**WHAT THIS TASK INVOLVES**
Among the records, which lines include "controls"? List them.

Start of TASK INPUT

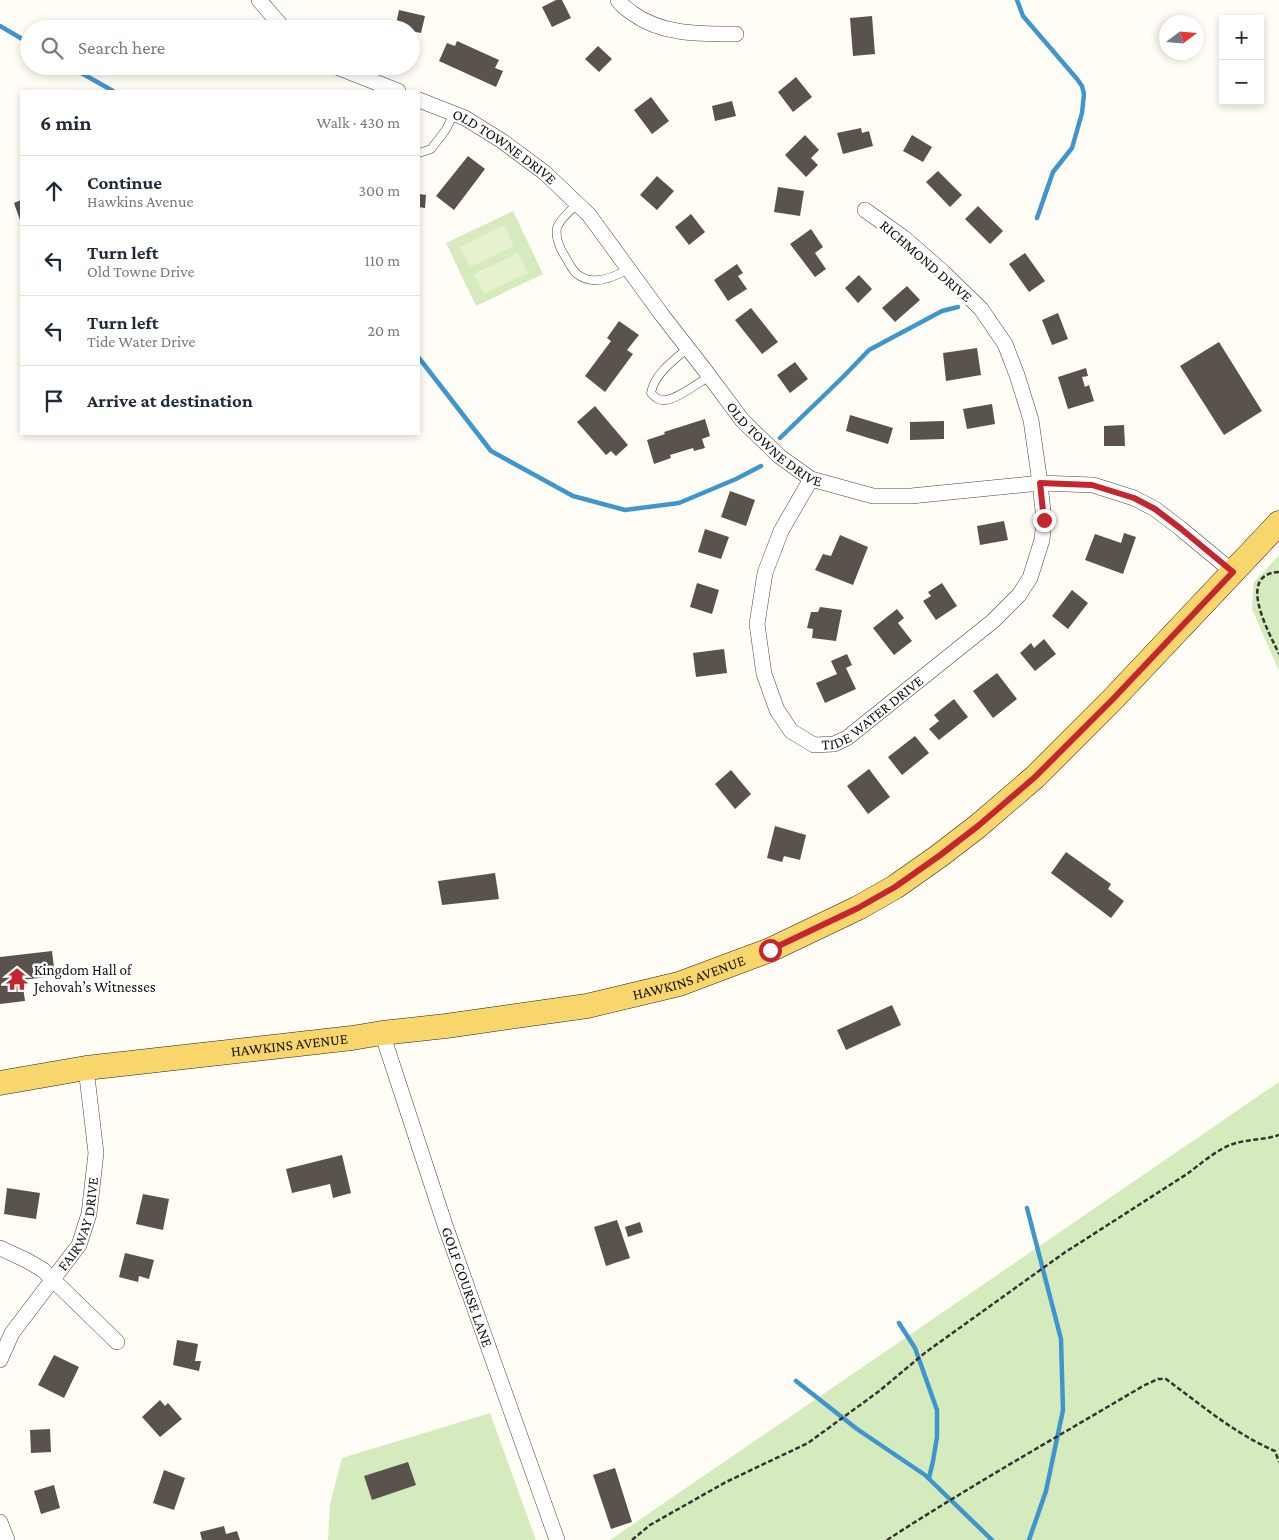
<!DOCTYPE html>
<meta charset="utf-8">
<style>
body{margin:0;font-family:"Crimson Pro",serif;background:#f6f6f7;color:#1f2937}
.controls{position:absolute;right:15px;top:15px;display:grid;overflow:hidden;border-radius:0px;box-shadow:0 2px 8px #0003}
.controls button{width:45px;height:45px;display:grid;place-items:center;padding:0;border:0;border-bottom:1px solid #e0e1e3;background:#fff;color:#1f2937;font:25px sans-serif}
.compass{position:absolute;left:1159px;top:15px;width:45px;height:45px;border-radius:50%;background:#fff;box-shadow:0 2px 8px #0003;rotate:74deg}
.stop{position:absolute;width:15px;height:15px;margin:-11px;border:4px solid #c4262e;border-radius:50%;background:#fff}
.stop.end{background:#c4262e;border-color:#fff;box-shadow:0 1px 5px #0008}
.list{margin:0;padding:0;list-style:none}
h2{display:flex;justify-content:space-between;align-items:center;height:65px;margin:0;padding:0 20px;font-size:21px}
h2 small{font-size:16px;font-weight:400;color:#747a83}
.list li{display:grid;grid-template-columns:32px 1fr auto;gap:15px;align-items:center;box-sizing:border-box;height:70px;padding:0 20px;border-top:1px solid #e0e1e3}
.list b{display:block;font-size:19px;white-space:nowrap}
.list p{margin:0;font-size:16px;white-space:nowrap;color:#747a83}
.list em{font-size:16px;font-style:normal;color:#747a83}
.icon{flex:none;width:28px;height:28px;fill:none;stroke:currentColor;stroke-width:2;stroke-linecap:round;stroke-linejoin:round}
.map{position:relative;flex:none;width:1279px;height:1540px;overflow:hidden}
.search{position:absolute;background:#fff;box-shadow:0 2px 8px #0003;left:20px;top:20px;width:400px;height:55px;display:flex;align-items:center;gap:12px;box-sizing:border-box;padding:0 18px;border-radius:28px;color:#747a83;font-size:19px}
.panel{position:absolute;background:#fff;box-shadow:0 2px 8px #0003;left:20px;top:90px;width:400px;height:345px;border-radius:0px}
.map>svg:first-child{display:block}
</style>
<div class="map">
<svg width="1279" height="1540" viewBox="0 0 1279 1540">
<rect width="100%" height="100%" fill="#fffdf5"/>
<path fill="#d5ebbd" d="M 513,211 L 543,274 L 476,306 L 446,243 Z
M 1279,555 L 1279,671 L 1252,609 L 1254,582 Z
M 1279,1082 L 1279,1540 L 610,1540 Z
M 490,1413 L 536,1540 L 328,1540 L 330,1504 L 342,1458 Z"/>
<path fill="#e6f2cf" d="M 504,225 L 514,246 L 470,267 L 460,247 Z
M 518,253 L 528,273 L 484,294 L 474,274 Z"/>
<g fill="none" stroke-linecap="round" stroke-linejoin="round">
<path stroke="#3f96cf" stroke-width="4.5" d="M 1017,0 L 1023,16 L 1077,79 L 1082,86 L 1084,94 L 1082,113 L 1072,148 L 1053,172 L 1037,218
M 0,26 L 29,43
M 69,66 L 113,91
M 419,358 L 491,451 L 573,496 L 625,510 L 679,503 L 736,479 L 761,466
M 780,438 L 843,377 L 869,350 L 942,311 L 958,307
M 1027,1208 L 1061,1339 L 1063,1410 L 1046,1491 L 1029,1540
M 899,1323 L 915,1348 L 937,1410 L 937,1437 L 933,1461 L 929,1478
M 796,1381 L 857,1429 L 925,1475 L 992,1540"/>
</g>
<path fill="#5a524d" d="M 556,0 L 562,0 L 571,18 L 552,27 L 542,7 Z
M 399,10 L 425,16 L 421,33 L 411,31 L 411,29 L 395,29 Z
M 872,16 L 875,54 L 853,56 L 850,18 Z
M 457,41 L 499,60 L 495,68 L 503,71 L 496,87 L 439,61 L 447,43 L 455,46 Z
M 598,46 L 612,59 L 599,72 L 585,59 Z
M 228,66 L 241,66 L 233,73 Z
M 796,77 L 812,97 L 793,112 L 778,92 Z
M 651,97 L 669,121 L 652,134 L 634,110 Z
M 732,101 L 736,116 L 715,121 L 712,106 Z
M 861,128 L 862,133 L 869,131 L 873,146 L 843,154 L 837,133 Z
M 805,135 L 819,150 L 811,158 L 818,165 L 806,177 L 785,155 Z
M 912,135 L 932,147 L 923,162 L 903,151 Z
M 468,156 L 485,169 L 454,210 L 436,196 Z
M 938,171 L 962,195 L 950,207 L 926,182 Z
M 657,176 L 674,191 L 657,210 L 640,195 Z
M 778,187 L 804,191 L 800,216 L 774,212 Z
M 419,194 L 426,195 L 425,208 L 419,207 Z
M 21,200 L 21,223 L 14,203 Z
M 978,206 L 1003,231 L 990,244 L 965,219 Z
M 691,214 L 705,232 L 689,245 L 675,227 Z
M 811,229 L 823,247 L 815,253 L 826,269 L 815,277 L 790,244 Z
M 1025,253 L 1045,281 L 1029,292 L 1009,264 Z
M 737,264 L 743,273 L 738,276 L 747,289 L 728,301 L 714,280 Z
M 859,275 L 872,289 L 858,303 L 845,288 Z
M 907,286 L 920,300 L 895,322 L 882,308 Z
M 751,308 L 778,342 L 762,354 L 735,320 Z
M 1058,313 L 1068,339 L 1052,345 L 1042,320 Z
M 619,321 L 639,335 L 627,350 L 633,354 L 605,392 L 585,376 L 611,341 L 607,338 Z
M 1219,342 L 1262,411 L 1224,435 L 1180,366 Z
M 977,348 L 981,375 L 946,381 L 943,353 Z
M 795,362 L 808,379 L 790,393 L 777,375 Z
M 1086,368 L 1088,376 L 1082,377 L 1085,387 L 1089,385 L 1094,401 L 1068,409 L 1058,377 Z
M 992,404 L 995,424 L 967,429 L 963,409 Z
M 595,406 L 628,445 L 616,456 L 611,451 L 606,455 L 577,422 Z
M 850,415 L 893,428 L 888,444 L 846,431 Z
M 705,419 L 710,436 L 702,439 L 705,448 L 694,451 L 693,448 L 670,455 L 671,458 L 654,464 L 647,440 L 665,434 L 664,432 Z
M 944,421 L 944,439 L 910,440 L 910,422 Z
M 1124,425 L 1125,446 L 1104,446 L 1104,426 Z
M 730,491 L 755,500 L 746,526 L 721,517 Z
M 1004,521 L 1008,540 L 980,545 L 977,526 Z
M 705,529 L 729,537 L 721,559 L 698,552 Z
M 1124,533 L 1136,537 L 1123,574 L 1085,560 L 1095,534 L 1121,543 Z
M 840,535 L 868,547 L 853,585 L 815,570 L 823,554 L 831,556 Z
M 697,583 L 719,590 L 712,614 L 690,607 Z
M 942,583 L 957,606 L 936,620 L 923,601 L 931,596 L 928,592 Z
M 1072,590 L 1088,603 L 1068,629 L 1052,616 Z
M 820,607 L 842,610 L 836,641 L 812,638 L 813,629 L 807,628 L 811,612 L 818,612 Z
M 897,609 L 904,618 L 898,623 L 912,641 L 894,655 L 873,628 Z
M 1044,639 L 1056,654 L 1035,671 L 1020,653 L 1031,643 L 1034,648 Z
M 724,649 L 727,673 L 696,677 L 693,653 Z
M 847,654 L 852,665 L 846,668 L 856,689 L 825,703 L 816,683 L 837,674 L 831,661 Z
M 997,673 L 1017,699 L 993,718 L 973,691 Z
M 954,699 L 968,717 L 939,740 L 929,729 L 939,721 L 934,715 Z
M 915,736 L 929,753 L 902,775 L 888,757 Z
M 869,769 L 890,797 L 868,814 L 847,786 Z
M 731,770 L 751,794 L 735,809 L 715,784 Z
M 775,826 L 806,835 L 800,860 L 784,856 L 782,862 L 767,858 Z
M 1066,852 L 1111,884 L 1108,889 L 1124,901 L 1111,918 L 1051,873 Z
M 495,873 L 499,899 L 442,905 L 438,881 Z
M 52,951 L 55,976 L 22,980 L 25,1001 L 0,1004 L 0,957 Z
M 892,1005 L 901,1025 L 846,1050 L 837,1030 Z
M 342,1155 L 351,1193 L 333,1198 L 330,1184 L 292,1193 L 286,1169 Z
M 7,1188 L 40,1193 L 36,1219 L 4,1214 Z
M 143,1194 L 169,1199 L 163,1230 L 136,1224 Z
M 617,1220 L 630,1258 L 606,1266 L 594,1227 Z
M 640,1222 L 643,1232 L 628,1237 L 625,1227 Z
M 125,1253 L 154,1260 L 149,1279 L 139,1276 L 138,1282 L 119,1277 Z
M 177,1340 L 198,1344 L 195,1361 L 201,1361 L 199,1371 L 173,1365 Z
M 54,1355 L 79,1367 L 64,1398 L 38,1385 Z
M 160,1400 L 165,1406 L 168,1403 L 182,1419 L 160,1437 L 142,1417 Z
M 50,1429 L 51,1452 L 31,1453 L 30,1430 Z
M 408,1462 L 416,1485 L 372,1500 L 364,1476 Z
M 615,1468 L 632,1522 L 611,1529 L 593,1475 Z
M 164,1470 L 185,1478 L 174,1510 L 153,1503 Z
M 54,1485 L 60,1508 L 41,1514 L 34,1491 Z
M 224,1526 L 226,1534 L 237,1531 L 240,1540 L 202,1540 L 200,1532 Z"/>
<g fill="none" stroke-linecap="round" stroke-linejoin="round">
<defs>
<path id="service" d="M 419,153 L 431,149 L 445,131 L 454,114
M 577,204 C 571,210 559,220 557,228 C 555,239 560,249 566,258 C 569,263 572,270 577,274 C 592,286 613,278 628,269
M 688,348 C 674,360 654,374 651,393 C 655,398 660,401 666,400 C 679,398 698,383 710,376"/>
<g id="minor">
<path d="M 259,0 L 284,29"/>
<path d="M 618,0 C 622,6 627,9 632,13 C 662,35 700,34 736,34"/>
<path d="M 334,66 L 398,91"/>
<path id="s1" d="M 419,100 L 465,118 L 502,141 L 545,173 L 589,215 L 662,315 L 704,369 L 742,420 L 779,456 L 811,479 L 873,496 L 911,496 L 1040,483 L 1093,485 L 1134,498 L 1155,509 L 1180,528 L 1233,572"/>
<path id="s2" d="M 811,479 L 781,531 L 765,573 L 757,624 L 764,674 L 777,710 L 791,731 L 814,745 L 834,744 L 847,738 L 993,621 L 1019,595 L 1030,578 L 1042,540 L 1044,520 L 1040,483 L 1031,420 L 1017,375 L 1005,344 L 981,309 L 943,272 L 904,238 L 865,210"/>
<path id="s3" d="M 382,1033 L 445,1225 L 557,1540"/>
<path d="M 0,1248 L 26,1260 L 43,1270 L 117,1342"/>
<path id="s4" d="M 0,1360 L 12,1333 L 79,1245 L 89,1214 L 96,1153 L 86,1068"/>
<path d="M 0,1522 L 7,1540"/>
</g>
<g id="primary">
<path id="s5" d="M 0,1083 L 86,1068 L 352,1038 L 382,1033 L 446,1026 L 587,1006 L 679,984 L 770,950 L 858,908 L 895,887 L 939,856 L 978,826 L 1035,777 L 1113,699 L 1279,523"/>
</g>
</defs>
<use href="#service" stroke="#444" stroke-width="9"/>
<use href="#minor" stroke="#444" stroke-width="16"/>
<use href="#primary" stroke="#222" stroke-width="25"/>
<path stroke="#333" stroke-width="2.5" stroke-dasharray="5 2.5" stroke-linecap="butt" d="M 1279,572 C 1235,574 1270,634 1279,654
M 632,1540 L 650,1525 L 726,1482 L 808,1443 L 878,1392 L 926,1352 L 1064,1253 L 1187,1174 C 1199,1165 1219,1148 1233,1144 C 1248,1139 1264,1140 1279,1135
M 887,1540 C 970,1486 1057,1437 1143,1386 L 1158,1379 L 1166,1379 C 1200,1404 1235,1434 1275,1451 L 1279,1462"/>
<use href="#service" stroke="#fff" stroke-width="8"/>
<use href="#minor" stroke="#fff" stroke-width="15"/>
<use href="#primary" stroke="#f9d66b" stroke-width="24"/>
</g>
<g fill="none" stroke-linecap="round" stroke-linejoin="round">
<path stroke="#c4262e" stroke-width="6" d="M 770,950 L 858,908 L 895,887 L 939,856 L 978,826 L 1035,777 L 1113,699 L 1233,572 L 1180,528 L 1155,509 L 1134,498 L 1092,485 L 1040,483 L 1044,520"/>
</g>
<defs>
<symbol id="temple-bare" viewBox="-9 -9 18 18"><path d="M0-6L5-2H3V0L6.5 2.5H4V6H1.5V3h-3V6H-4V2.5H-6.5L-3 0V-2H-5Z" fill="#c4262e" stroke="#fff" stroke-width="2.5" paint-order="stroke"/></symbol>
</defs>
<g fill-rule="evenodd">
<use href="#temple-bare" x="1" y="963" width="32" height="32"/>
</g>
<g text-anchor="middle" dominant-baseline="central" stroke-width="5" stroke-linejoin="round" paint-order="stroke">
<g font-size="15" fill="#111" stroke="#fff">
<text stroke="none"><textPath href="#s1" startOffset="98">OLD TOWNE DRIVE</textPath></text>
<text transform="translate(926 261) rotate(41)">RICHMOND DRIVE</text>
<text stroke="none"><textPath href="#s1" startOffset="504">OLD TOWNE DRIVE</textPath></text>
<text stroke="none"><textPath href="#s2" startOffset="366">TIDE WATER DRIVE</textPath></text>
<text stroke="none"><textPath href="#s5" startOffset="698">HAWKINS AVENUE</textPath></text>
<text stroke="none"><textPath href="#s5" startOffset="292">HAWKINS AVENUE</textPath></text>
<text stroke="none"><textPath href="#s4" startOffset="160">FAIRWAY DRIVE</textPath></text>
<text stroke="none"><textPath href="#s3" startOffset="268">GOLF COURSE LANE</textPath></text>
</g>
<g font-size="15" fill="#111" stroke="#fff" text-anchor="start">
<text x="34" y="970">Kingdom Hall of<tspan x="34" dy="17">Jehovah’s Witnesses</tspan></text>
</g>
</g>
</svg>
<div class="controls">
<button>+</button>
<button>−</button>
</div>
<svg class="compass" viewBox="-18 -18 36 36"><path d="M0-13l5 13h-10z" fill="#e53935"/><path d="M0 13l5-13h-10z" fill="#747a83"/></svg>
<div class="stop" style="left:770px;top:950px"></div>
<div class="stop end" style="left:1044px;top:520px"></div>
<div class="search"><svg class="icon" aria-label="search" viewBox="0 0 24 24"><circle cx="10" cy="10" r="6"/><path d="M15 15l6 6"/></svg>Search here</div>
<section class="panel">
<h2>6 min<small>Walk · 430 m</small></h2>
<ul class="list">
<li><svg class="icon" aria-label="ahead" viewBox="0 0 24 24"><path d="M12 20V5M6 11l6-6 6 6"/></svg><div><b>Continue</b><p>Hawkins Avenue</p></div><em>300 m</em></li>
<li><svg class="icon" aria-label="left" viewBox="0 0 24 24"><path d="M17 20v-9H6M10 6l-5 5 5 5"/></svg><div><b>Turn left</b><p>Old Towne Drive</p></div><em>110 m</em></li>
<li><svg class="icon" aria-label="left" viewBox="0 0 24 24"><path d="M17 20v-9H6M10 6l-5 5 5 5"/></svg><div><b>Turn left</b><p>Tide Water Drive</p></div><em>20 m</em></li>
<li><svg class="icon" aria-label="arrive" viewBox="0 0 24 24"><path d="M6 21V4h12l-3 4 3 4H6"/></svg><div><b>Arrive at destination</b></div></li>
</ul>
</section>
</div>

End of TASK INPUT

**RESPONSE TO THIS TASK**
.controls{position:absolute;right:15px;top:15px;display:grid;overflow:hidden;border-radius:0px;box-shadow:0 2px 8px #0003}
.controls button{width:45px;height:45px;display:grid;place-items:center;padding:0;border:0;border-bottom:1px solid #e0e1e3;background:#fff;color:#1f2937;font:25px sans-serif}
<div class="controls">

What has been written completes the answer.